Exercise requirements
Do any lines in the data below contain "Hough"? If so, copy every one of them.

Data

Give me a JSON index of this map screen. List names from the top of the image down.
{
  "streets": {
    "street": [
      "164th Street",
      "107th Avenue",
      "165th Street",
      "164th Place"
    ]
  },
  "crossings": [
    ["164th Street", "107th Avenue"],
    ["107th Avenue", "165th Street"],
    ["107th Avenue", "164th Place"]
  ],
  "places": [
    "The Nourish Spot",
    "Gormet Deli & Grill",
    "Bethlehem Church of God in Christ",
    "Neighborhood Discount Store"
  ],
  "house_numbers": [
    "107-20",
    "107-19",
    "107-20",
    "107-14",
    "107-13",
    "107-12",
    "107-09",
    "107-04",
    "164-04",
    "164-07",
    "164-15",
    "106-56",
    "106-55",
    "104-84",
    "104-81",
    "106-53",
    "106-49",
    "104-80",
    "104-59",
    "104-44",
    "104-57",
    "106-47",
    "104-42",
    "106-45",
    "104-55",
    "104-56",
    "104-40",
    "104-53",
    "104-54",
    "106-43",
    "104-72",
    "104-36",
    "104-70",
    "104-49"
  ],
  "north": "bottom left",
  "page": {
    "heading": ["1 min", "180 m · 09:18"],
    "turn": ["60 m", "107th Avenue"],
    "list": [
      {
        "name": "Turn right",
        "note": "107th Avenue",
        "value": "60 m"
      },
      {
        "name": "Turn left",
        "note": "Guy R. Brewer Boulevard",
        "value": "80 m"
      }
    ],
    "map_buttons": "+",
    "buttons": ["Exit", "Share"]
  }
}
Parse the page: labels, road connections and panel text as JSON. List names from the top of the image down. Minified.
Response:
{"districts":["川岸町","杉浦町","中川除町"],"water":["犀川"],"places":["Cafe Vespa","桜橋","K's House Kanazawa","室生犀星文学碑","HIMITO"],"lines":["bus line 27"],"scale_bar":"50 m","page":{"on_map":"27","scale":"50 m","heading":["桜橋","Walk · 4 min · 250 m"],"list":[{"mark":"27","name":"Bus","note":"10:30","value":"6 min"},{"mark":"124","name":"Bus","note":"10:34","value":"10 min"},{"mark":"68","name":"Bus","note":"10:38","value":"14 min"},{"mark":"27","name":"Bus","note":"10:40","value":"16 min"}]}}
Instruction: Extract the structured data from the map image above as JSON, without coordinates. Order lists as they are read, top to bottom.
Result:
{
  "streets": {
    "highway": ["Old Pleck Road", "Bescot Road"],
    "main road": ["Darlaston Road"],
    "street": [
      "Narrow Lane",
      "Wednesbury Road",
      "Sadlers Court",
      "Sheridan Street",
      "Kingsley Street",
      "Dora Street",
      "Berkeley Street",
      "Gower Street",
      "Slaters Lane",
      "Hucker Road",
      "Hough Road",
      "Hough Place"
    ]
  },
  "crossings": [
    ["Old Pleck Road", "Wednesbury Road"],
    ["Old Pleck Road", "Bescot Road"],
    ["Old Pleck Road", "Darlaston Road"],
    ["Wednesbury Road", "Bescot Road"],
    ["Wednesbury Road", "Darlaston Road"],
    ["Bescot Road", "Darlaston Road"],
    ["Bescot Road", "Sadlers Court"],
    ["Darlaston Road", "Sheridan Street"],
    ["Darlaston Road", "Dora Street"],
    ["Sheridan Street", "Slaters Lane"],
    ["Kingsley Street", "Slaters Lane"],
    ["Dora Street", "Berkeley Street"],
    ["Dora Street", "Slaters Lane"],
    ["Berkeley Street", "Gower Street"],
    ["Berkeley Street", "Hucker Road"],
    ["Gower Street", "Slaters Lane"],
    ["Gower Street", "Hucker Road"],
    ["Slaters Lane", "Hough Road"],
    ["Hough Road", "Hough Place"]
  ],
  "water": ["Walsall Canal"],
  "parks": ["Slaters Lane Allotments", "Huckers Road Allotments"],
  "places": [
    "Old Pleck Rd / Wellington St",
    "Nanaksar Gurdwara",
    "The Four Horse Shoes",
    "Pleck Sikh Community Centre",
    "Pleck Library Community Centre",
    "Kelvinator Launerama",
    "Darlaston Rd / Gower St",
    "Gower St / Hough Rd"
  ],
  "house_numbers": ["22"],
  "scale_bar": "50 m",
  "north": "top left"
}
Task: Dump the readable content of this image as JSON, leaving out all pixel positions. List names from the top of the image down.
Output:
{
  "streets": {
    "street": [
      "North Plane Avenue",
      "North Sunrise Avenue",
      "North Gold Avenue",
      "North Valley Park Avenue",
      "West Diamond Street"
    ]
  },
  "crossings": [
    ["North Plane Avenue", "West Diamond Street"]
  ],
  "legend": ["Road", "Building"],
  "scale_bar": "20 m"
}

Task output
      "Hough Road",
      "Hough Place"
    ["Slaters Lane", "Hough Road"],
    ["Hough Road", "Hough Place"]
    "Gower St / Hough Rd"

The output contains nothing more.